To do —
In the entries that follow, the line with "g.fill(dot);" opens the range and the line with "stroke(box, '#dad3d1', 1);" closes it; repeat that range exactly, both lines included.
┄┄┄┄┄┄┄┄┄┄
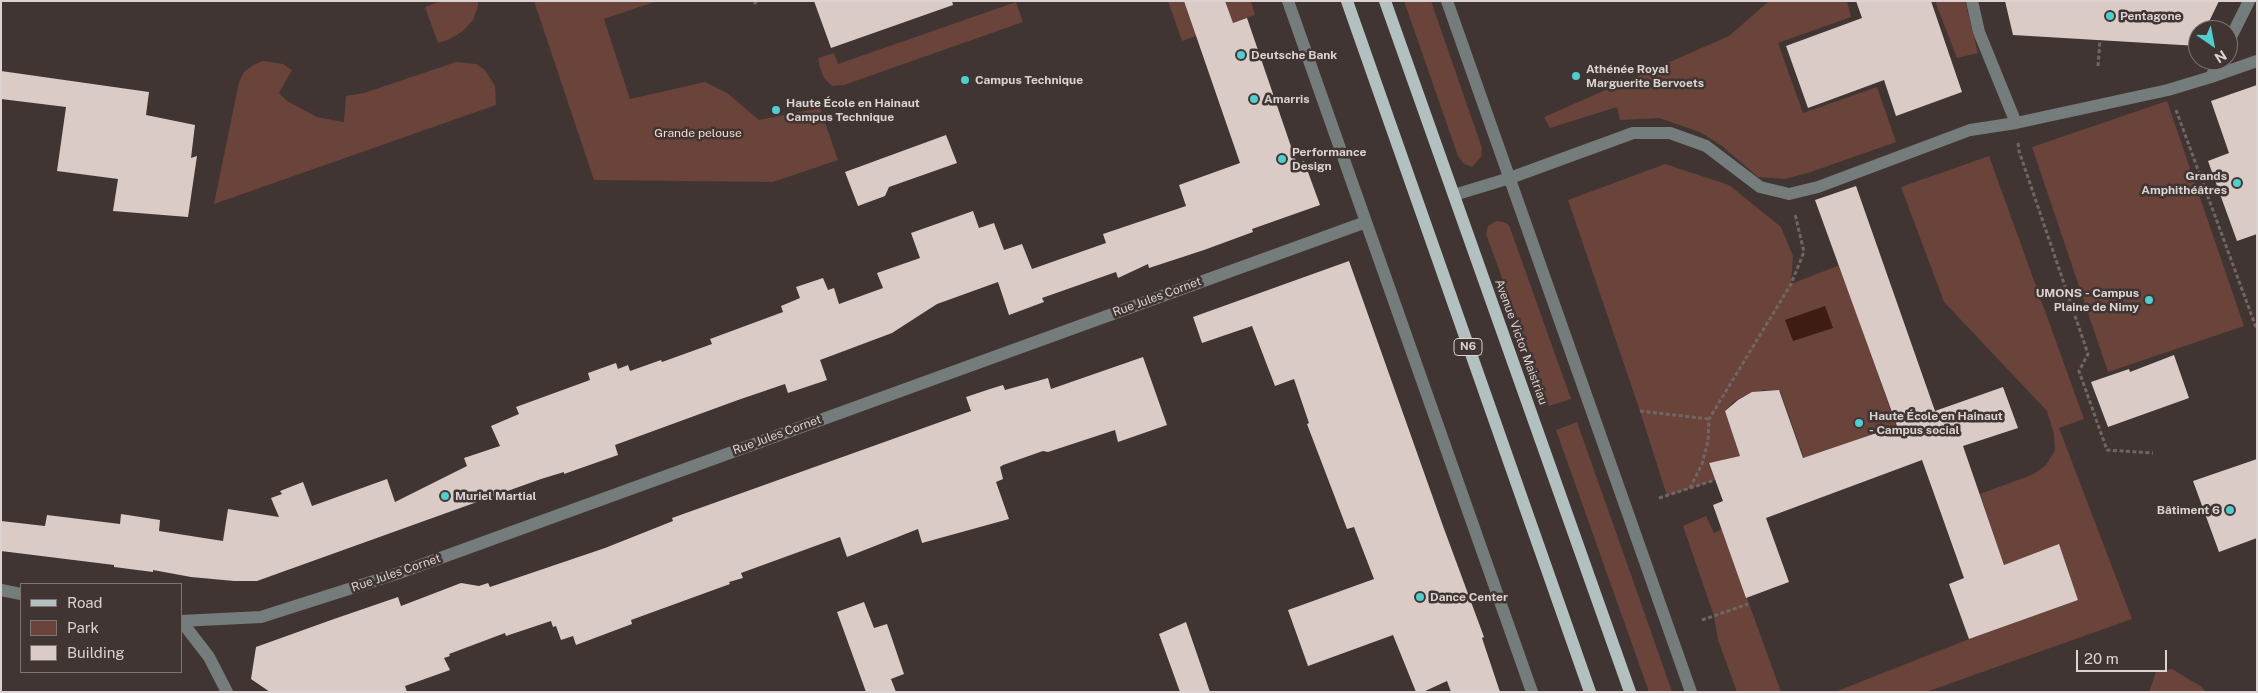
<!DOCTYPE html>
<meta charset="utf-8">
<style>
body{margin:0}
#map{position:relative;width:2258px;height:693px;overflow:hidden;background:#403532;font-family:"Public Sans",sans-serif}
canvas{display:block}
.frame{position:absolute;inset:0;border:2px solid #dad3d1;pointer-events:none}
.legend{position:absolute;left:20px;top:583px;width:162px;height:90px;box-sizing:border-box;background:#403532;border:1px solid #7e7472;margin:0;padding:6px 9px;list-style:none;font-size:15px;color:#dad3d1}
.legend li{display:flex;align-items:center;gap:10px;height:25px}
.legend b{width:25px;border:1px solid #7e7472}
.north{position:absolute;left:2188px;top:20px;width:50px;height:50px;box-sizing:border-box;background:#403532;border:1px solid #7e7472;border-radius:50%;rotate:147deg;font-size:14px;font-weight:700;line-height:20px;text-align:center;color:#dad3d1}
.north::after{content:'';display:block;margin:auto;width:18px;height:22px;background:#52cdcf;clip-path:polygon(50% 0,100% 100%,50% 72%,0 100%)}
.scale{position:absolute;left:2076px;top:650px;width:91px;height:22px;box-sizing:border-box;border:2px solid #dad3d1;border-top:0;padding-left:6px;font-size:15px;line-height:18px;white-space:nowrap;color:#dad3d1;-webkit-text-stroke:4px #403532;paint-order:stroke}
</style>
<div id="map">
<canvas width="2258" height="693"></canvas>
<div class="frame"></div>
<ul class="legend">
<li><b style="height:6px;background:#b2c0c0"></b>Road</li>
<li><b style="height:14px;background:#6a433a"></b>Park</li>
<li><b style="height:14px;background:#dacbc7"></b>Building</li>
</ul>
<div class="north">N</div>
<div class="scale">20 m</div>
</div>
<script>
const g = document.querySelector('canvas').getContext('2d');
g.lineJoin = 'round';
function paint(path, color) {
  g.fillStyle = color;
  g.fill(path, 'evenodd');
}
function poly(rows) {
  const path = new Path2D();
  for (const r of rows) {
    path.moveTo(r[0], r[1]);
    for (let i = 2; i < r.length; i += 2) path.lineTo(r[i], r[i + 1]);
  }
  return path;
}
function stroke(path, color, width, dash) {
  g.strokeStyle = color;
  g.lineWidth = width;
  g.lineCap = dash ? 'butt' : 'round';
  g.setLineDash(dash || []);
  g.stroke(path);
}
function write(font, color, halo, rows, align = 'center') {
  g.font = font + ' "Public Sans",sans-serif';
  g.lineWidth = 5;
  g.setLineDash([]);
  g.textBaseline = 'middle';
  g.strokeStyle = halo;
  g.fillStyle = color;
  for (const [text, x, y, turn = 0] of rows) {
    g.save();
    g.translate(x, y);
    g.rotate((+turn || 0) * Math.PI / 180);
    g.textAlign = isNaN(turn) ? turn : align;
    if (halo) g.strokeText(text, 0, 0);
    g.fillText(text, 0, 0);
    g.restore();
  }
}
paint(poly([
 [441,1,478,1,478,6,473,20,463,31,450,39,438,43,425,7],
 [534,1,657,1,604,19,630,99,705,82,727,93,759,120,820,108,838,160,773,182,594,180],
 [1168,1,1251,1,1255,15,1182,41],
 [1404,1,1431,1,1482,148,1481,157,1472,167,1464,164,1458,156],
 [1769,1,1847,1,1851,17,1778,43,1803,113,1877,87,1896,142,1808,173,1784,179,1758,177,1722,146,1700,132,1659,118,1620,120,1617,107,1550,128,1544,117,1729,36],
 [1935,1,1965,1,1978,53,1957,58],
 [1016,2,1023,22,844,85,832,86,824,78,820,68,818,58,834,53,838,64],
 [263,61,283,64,292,70,279,93,287,101,317,117,327,119,344,122,346,96,364,93,456,62,476,64,485,70,495,86,496,105,214,204,239,82,244,72,253,65],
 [2167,101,2244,326,2108,372,2032,147],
 [1989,156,2084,419,2059,428,2132,619,1926,692,1835,692,1969,639,2078,600,2059,545,2004,565,1980,494,2034,474,2046,465,2055,450,2054,434,2047,411,1944,302,1901,187],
 [1665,164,1729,185,1781,227,1793,256,1791,284,1840,265,1896,426,1804,458,1780,391,1764,390,1746,395,1733,402,1725,411,1740,456,1708,463,1715,480,1667,496,1640,411,1568,200],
 [1496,221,1503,222,1509,225,1571,399,1549,406,1486,234,1488,226],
 [1577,422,1641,603,1672,692,1649,692,1556,430],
 [1706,516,1714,533,1722,529,1781,692,1737,692,1718,640,1714,616,1683,526],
 [2172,669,2202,687,2205,692,2149,692,2156,672]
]), '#6a433a');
paint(poly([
 [1825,306,1833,328,1793,341,1785,320]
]), '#3e1c13');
paint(poly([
 [814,1,952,1,953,5,831,48],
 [1184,1,1225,1,1233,23,1247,18,1297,164,1304,161,1320,205,1252,229,1253,232,1204,250,1149,268,1148,264,1118,278,1116,272,1042,298,1044,302,1009,315,998,282,937,304,892,333,820,360,827,380,788,393,785,384,738,400,615,445,618,455,564,474,564,472,541,479,257,581,234,581,191,577,153,570,153,572,114,567,114,565,1,551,1,521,45,526,47,515,120,524,121,514,160,520,159,531,223,541,228,509,279,517,271,498,282,494,280,491,303,482,312,506,387,479,395,502,467,466,464,458,500,446,491,426,519,414,516,407,590,380,588,373,616,363,618,369,628,365,630,371,661,360,662,362,712,344,710,339,783,312,781,306,800,298,796,287,823,278,828,290,834,288,839,304,883,288,877,273,920,258,911,233,973,211,979,228,994,223,1004,250,1022,244,1032,269,1106,243,1103,234,1186,206,1179,185,1240,163],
 [1856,1,1931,1,1962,92,1896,116,1884,80,1808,108,1786,46,1862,18],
 [2005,1,2219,1,2205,30,2198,30,2198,46,2013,35],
 [1,71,149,92,146,115,195,125,191,158,197,156,188,217,113,211,118,179,57,171,66,107,1,99],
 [2257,85,2257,234,2237,241,2208,161,2229,153,2211,101],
 [946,135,957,163,889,187,885,196,858,206,845,172],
 [1856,186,1935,411,2003,387,2018,428,1963,446,2004,565,2059,544,2078,600,1969,639,1949,584,1964,578,1922,460,1766,518,1789,582,1746,598,1713,505,1723,501,1709,463,1740,456,1725,411,1738,400,1752,392,1779,390,1803,458,1897,426,1815,200],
 [1349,261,1443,526,1484,637,1482,638,1500,692,1451,692,1447,681,1423,692,1416,692,1393,635,1308,666,1288,610,1374,579,1354,527,1347,529,1307,424,1309,423,1294,379,1275,386,1252,326,1202,343,1193,317],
 [2174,355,2189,398,2108,427,2091,382,2129,369,2130,372],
 [1143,357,1167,425,1118,442,1115,430,1048,452,1043,451,1003,465,1000,467,1003,479,996,482,1009,519,922,543,918,529,847,557,840,537,741,573,743,578,729,582,730,584,631,620,632,624,576,645,573,636,561,640,556,626,553,627,551,621,506,636,505,633,449,654,450,656,444,658,450,670,405,686,407,692,270,692,251,679,256,647,334,619,398,597,401,606,461,583,479,586,488,583,490,587,605,548,673,521,672,518,971,411,966,397,990,389,1003,385,1005,390,1048,378,1051,389],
 [2257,459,2257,538,2219,552,2193,481],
 [864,602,874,628,887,624,904,674,891,679,896,692,866,692,837,612],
 [1186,622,1210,692,1180,692,1159,634]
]), '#dacbc7');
stroke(poly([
 [754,4,757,1],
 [2098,66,2100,40],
 [2176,110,2257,330],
 [2018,143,2019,151,2088,354,2079,371,2107,450,2153,453],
 [1640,411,1709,419],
 [1690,488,1702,464,1708,441,1709,419,1791,284,1804,252,1795,214],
 [1659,498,1715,480],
 [1702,620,1748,604]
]), '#706663', 3, [4, 2.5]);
stroke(poly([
 [1288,1,1532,692],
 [1447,1,1691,692],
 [1972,1,1979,32,2016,123],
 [2228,43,2249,1],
 [2211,77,2257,61],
 [1454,195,1510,178,1633,133,1670,133,1706,146,1760,187,1789,194,1818,187,1970,130,2016,123,2168,90,2211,77,2219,60],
 [1,590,21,594],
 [181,621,261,617,399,573,1366,222],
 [182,622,209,657,227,692]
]), '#757c7c', 12);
stroke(poly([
 [1347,1,1590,692],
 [1385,1,1630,692]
]), '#b2c0c0', 12);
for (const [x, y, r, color] of [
 [2110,16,5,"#52cdcf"],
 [1241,55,5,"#52cdcf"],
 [1576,76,5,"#52cdcf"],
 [965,80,5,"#52cdcf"],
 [1254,99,5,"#52cdcf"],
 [776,110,5,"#52cdcf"],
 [1282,159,5,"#52cdcf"],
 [2237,183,5,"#52cdcf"],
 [2149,300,5,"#52cdcf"],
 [1859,423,5,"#52cdcf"],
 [445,496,5,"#52cdcf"],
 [2230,510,5,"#52cdcf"],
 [1420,597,5,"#52cdcf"]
]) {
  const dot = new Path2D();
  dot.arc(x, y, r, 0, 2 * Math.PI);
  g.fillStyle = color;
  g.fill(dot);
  stroke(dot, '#403532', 2);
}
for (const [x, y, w] of [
 [1468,347,28]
]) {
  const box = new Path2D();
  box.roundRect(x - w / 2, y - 8.5, w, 17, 4);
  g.fillStyle = '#403532';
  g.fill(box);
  stroke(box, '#dad3d1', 1);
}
write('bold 11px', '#dad3d1', null, [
 ["N6",1468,347]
]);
write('bold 12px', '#dad3d1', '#403532', [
 ["Pentagone",2120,16],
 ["Deutsche Bank",1251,55],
 ["Athénée Royal",1586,69],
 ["Marguerite Bervoets",1586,83],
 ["Campus Technique",975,80],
 ["Amarris",1264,99],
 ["Haute École en Hainaut",786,103],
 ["Campus Technique",786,117],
 ["Performance",1292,152],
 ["Design",1292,166],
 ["Grands",2227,176,"right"],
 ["Amphithéâtres",2227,190,"right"],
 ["UMONS - Campus",2139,293,"right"],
 ["Plaine de Nimy",2139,307,"right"],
 ["Haute École en Hainaut",1869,416],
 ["- Campus social",1869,430],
 ["Muriel Martial",455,496],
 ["Bâtiment 6",2220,510,"right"],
 ["Dance Center",1430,597]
], 'left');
write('12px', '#f5d8d0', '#403532', [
 ["Grande pelouse",698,133]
]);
write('12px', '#dad3d1', '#403532', [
 ["Rue Jules Cornet",1157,297,-20],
 ["Avenue Victor Maistriau",1521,342,70],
 ["Rue Jules Cornet",777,435,-20],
 ["Rue Jules Cornet",396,573,-19]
]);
</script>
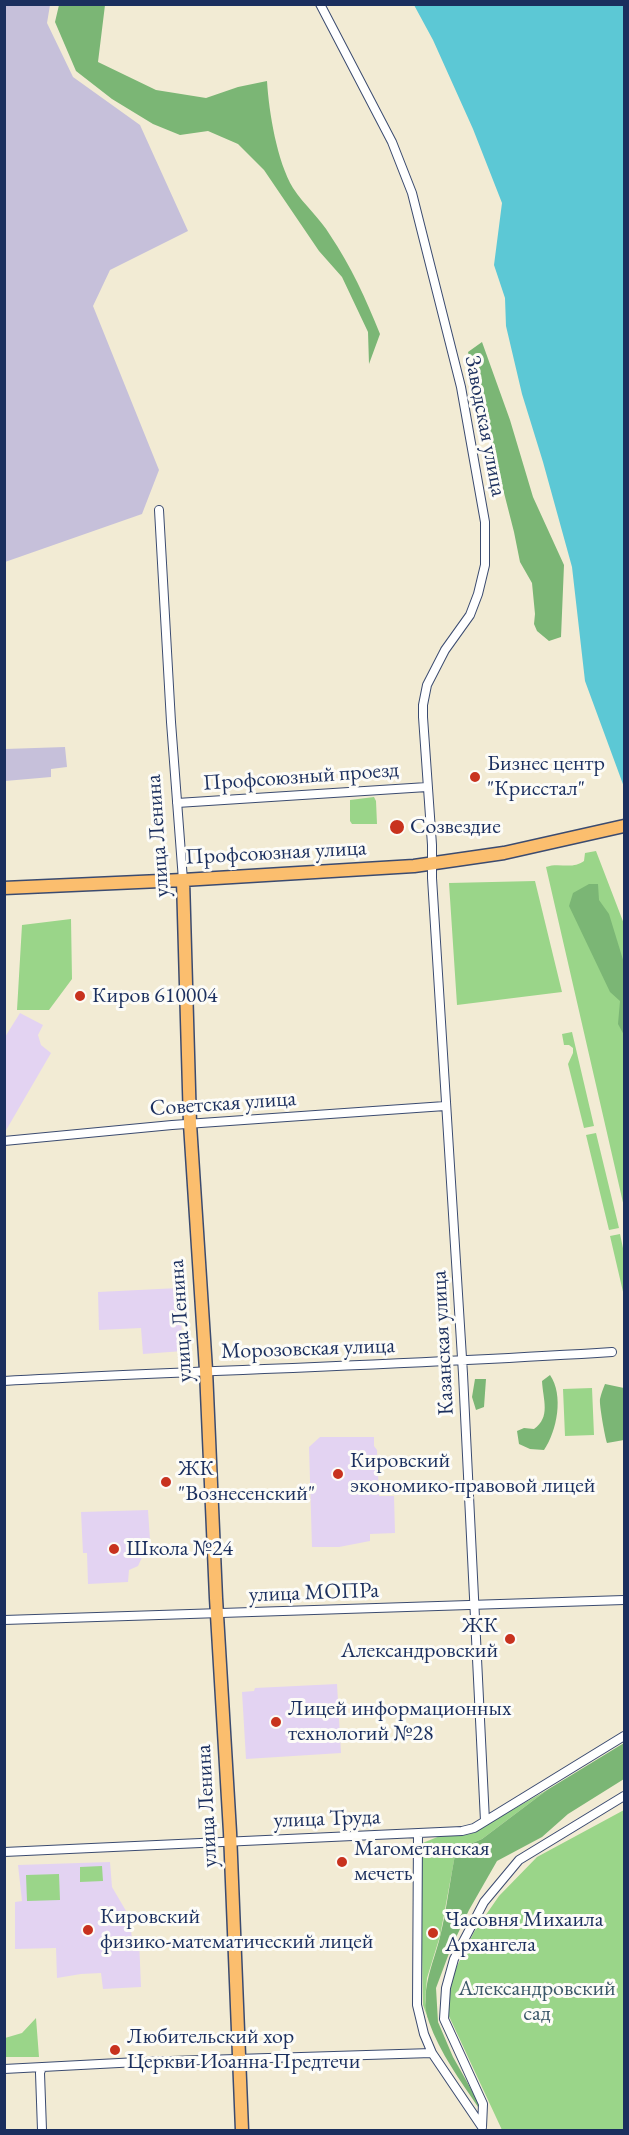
<!DOCTYPE html>
<meta charset="utf-8">
<style>
body{margin:0}
#map{position:relative;width:629px;height:2135px;overflow:hidden;background:#f2ebd4;font-family:"EB Garamond",serif}
canvas{display:block}
.frame{position:absolute;inset:0;border:6px solid #1b2f5e;pointer-events:none}
</style>
<div id="map">
<canvas width="629" height="2135"></canvas>
<div class="frame"></div>
</div>
<script>
const c = document.querySelector('canvas').getContext('2d');
c.lineJoin = 'round';
function fill(path, color) {
  c.fillStyle = color;
  c.fill(path, 'evenodd');
}
function strokePath(path, color, width, dash) {
  c.strokeStyle = color;
  c.lineWidth = width;
  c.lineCap = dash ? 'butt' : 'round';
  c.setLineDash(dash || []);
  c.stroke(path);
}
function write(font, color, halo, rows, align = 'center') {
  c.font = font + ' "EB Garamond",serif';
  c.lineWidth = 6;
  c.setLineDash([]);
  c.textBaseline = 'middle';
  c.strokeStyle = halo;
  c.fillStyle = color;
  for (const [text, x, y, turn = 0] of rows) {
    c.save();
    c.translate(x, y);
    c.rotate((+turn || 0) * Math.PI / 180);
    c.textAlign = isNaN(turn) ? turn : align;
    if (halo) c.strokeText(text, 0, 0);
    c.fillText(text, 0, 0);
    c.restore();
  }
}
const built = new Path2D(`
 M 20,1013 L 43,1025 L 38,1035 L 41,1045 L 51,1053 L 5,1132 L 5,1037 Z
 M 179,1288 L 183,1351 L 143,1354 L 141,1328 L 99,1330 L 98,1292 Z
 M 320,1437 L 374,1437 L 374,1446 L 377,1450 L 379,1496 L 394,1496 L 395,1533 L 370,1534 L 370,1541 L 339,1547 L 312,1547 L 309,1447 Z
 M 148,1510 L 150,1540 L 138,1566 L 129,1570 L 128,1582 L 88,1584 L 87,1553 L 83,1553 L 81,1512 Z
 M 337,1684 L 341,1753 L 246,1759 L 242,1692 L 254,1691 L 255,1688 Z
 M 110,1862 L 112,1887 L 129,1916 L 132,1938 L 139,1939 L 141,1987 L 103,1989 L 101,1973 L 81,1974 L 57,1978 L 56,1948 L 15,1949 L 15,1902 L 22,1901 L 18,1865 Z`);
const industrial = new Path2D(`
 M 5,4 L 50,5 L 47,23 L 73,77 L 140,125 L 188,231 L 110,270 L 93,306 L 159,470 L 142,514 L 5,562 Z
 M 65,747 L 67,767 L 51,769 L 51,777 L 5,781 L 5,749 Z`);
const green = new Path2D(`
 M 374,797 L 376,801 L 377,824 L 352,824 L 350,821 L 350,800 Z
 M 596,851 L 624,924 L 624,1207 L 546,867 C 559,862 572,870 584,861 L 585,853 Z
 M 535,881 L 562,992 L 457,1005 L 449,883 Z
 M 71,919 L 72,979 L 49,1010 L 17,1010 L 22,925 Z
 M 572,1032 L 594,1126 L 584,1128 L 568,1064 L 573,1053 L 573,1048 L 569,1045 L 564,1045 L 562,1034 Z
 M 596,1133 L 619,1228 L 609,1230 L 586,1135 Z
 M 620,1234 L 624,1253 L 624,1296 L 610,1236 Z
 M 592,1388 L 594,1435 L 565,1436 L 563,1389 Z
 M 547,1790 L 482,1839 L 456,1850 L 440,1936 L 427,1978 L 425,2000 L 429,2021 L 423,2005 L 420,1844 L 440,1836 L 470,1834 Z
 M 624,1810 L 624,2130 L 502,2130 L 448,2014 L 449,1996 L 453,1974 L 474,1932 L 499,1896 L 537,1857 Z
 M 102,1866 L 103,1881 L 80,1882 L 80,1867 Z
 M 59,1874 L 60,1900 L 27,1901 L 26,1875 Z
 M 36,2018 L 39,2057 L 5,2057 L 5,2038 L 22,2033 Z`);
const forest = new Path2D(`
 M 59,5 L 105,5 L 98,62 L 156,90 L 206,98 L 238,87 L 267,81 C 269,113 277,161 293,188 C 304,205 320,218 330,235 C 351,266 366,299 380,334 L 369,364 L 368,332 L 342,277 L 319,251 L 264,170 L 238,144 L 208,131 L 180,135 L 153,124 L 112,99 L 76,71 L 55,22 Z
 M 482,342 L 510,420 L 533,497 L 564,565 L 561,637 L 549,641 L 537,631 L 534,624 L 535,614 L 532,583 L 520,562 L 514,532 L 468,352 Z
 M 589,884 L 598,884 L 599,900 L 609,914 L 624,963 L 624,1035 L 618,1024 L 620,1001 L 610,992 L 569,906 L 573,893 Z
 M 550,1375 C 564,1395 557,1431 544,1450 L 530,1449 L 519,1444 L 517,1431 L 524,1428 L 534,1429 C 551,1417 543,1400 542,1381 Z
 M 475,1379 L 486,1379 L 484,1407 L 476,1410 L 472,1397 Z
 M 605,1384 L 624,1388 L 624,1440 L 607,1443 C 605,1437 599,1404 600,1399 C 601,1394 603,1389 605,1384 Z
 M 624,1743 L 624,1779 L 568,1814 L 542,1837 L 497,1861 L 469,1910 L 451,1948 L 436,1988 L 438,2022 L 453,2057 L 480,2105 L 478,2107 C 460,2080 440,2053 429,2022 C 419,1992 433,1965 440,1937 C 447,1908 450,1879 456,1850 L 482,1839 L 547,1790 Z`);
const water = new Path2D(`
 M 414,5 L 624,5 L 624,787 L 585,681 L 572,567 L 543,462 L 522,394 L 506,326 L 505,298 L 494,265 L 502,203 L 473,129 L 433,40 Z`);
const minor = new Path2D(`
 M 320,4 L 392,142 L 412,193 L 461,387 L 485,522 L 485,565 L 478,594 L 470,615 L 445,650 L 427,685 L 423,705 L 423,717 L 432,845 L 432,878 L 463,1374 L 485,1821
 M 159,510 L 171,722 L 183,880
 M 177,803 L 427,787
 M 4,1141 L 172,1125 L 445,1106
 M 4,1381 C 207,1370 410,1365 612,1352
 M 4,1620 L 624,1600
 M 418,1834 L 417,2005 L 424,2034 L 432,2053 L 482,2127
 M 4,1852 L 462,1831 L 474,1828 L 624,1736
 M 4,2069 L 138,2062 L 432,2053
 M 482,2127 L 483,2104 L 444,2019 L 446,1988 L 454,1959 L 484,1902 L 519,1860 L 624,1796
 M 42,2130 L 40,2073 L 42,2067`);
const primary = new Path2D(`
 M 183,880 L 190,1124 L 206,1370 L 216,1598 L 230,1832 L 242,2130
 M 4,888 L 183,880 L 414,866 L 504,853 L 624,826`);
const markers = [
 [475,777,6,"#c8321e"],
 [397,827,8,"#c8321e"],
 [80,996,6,"#c8321e"],
 [338,1474,6,"#c8321e"],
 [166,1482,6,"#c8321e"],
 [114,1549,6,"#c8321e"],
 [510,1639,6,"#c8321e"],
 [276,1722,6,"#c8321e"],
 [342,1862,6,"#c8321e"],
 [88,1930,6,"#c8321e"],
 [433,1933,6,"#c8321e"],
 [115,2050,6,"#c8321e"]
];
const streetNames = [
 ["Заводская улица",485,426,79],
 ["Профсоюзный проезд",301,777,-4],
 ["улица Ленина",158,836,-94],
 ["Профсоюзная улица",276,853,-3],
 ["Советская улица",223,1104,-4],
 ["улица Ленина",181,1321,-94],
 ["Казанская улица",443,1343,-93],
 ["Морозовская улица",308,1349,-2],
 ["улица МОПРа",314,1593,-2],
 ["улица Ленина",207,1806,-93],
 ["улица Труда",327,1819,-2]
];
const poiNames = [
 ["Бизнес центр",487,764],
 ["\"Крисстал\"",487,789],
 ["Созвездие",410,827],
 ["Киров 610004",92,996],
 ["Кировский",350,1461],
 ["экономико-правовой лицей",350,1486],
 ["ЖК",178,1469],
 ["\"Вознесенский\"",178,1494],
 ["Школа №24",126,1549],
 ["ЖК",498,1626,"right"],
 ["Александровский",498,1651,"right"],
 ["Лицей информационных",288,1709],
 ["технологий №28",288,1734],
 ["Магометанская",354,1849],
 ["мечеть",354,1874],
 ["Кировский",100,1917],
 ["физико-математический лицей",100,1942],
 ["Часовня Михаила",445,1920],
 ["Архангела",445,1945],
 ["Любительский хор",127,2037],
 ["Церкви Иоанна Предтечи",127,2062]
];
const parkNames = [
 ["Александровский",537,1989],
 ["сад",537,2014]
];
fill(built, '#e3d3f2');
fill(industrial, '#c6c0da');
fill(green, '#9ad589');
fill(forest, '#7bb675');
fill(water, '#5cc8d5');
strokePath(minor, '#3b4b70', 10);
strokePath(primary, '#3b4b70', 15);
strokePath(minor, '#fff', 8);
strokePath(primary, '#fbbe6e', 12);
for (const [x, y, r, color] of markers) {
  const dot = new Path2D();
  dot.arc(x, y, r, 0, 2 * Math.PI);
  c.fillStyle = color;
  c.fill(dot);
  strokePath(dot, '#fdfcf7', 2);
}
write('22px', '#1b2f5e', '#fdfcf7', streetNames);
write('22px', '#1b2f5e', '#fdfcf7', poiNames, 'left');
write('22px', '#3b5869', '#fdfcf7', parkNames);
</script>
┄┄┄┄┄┄┄┄┄┄
Task answer —
  g.fill(dot);
  stroke(dot, '#403532', 2);
}
for (const [x, y, w] of [
 [1468,347,28]
]) {
  const box = new Path2D();
  box.roundRect(x - w / 2, y - 8.5, w, 17, 4);
  g.fillStyle = '#403532';
  g.fill(box);
  stroke(box, '#dad3d1', 1);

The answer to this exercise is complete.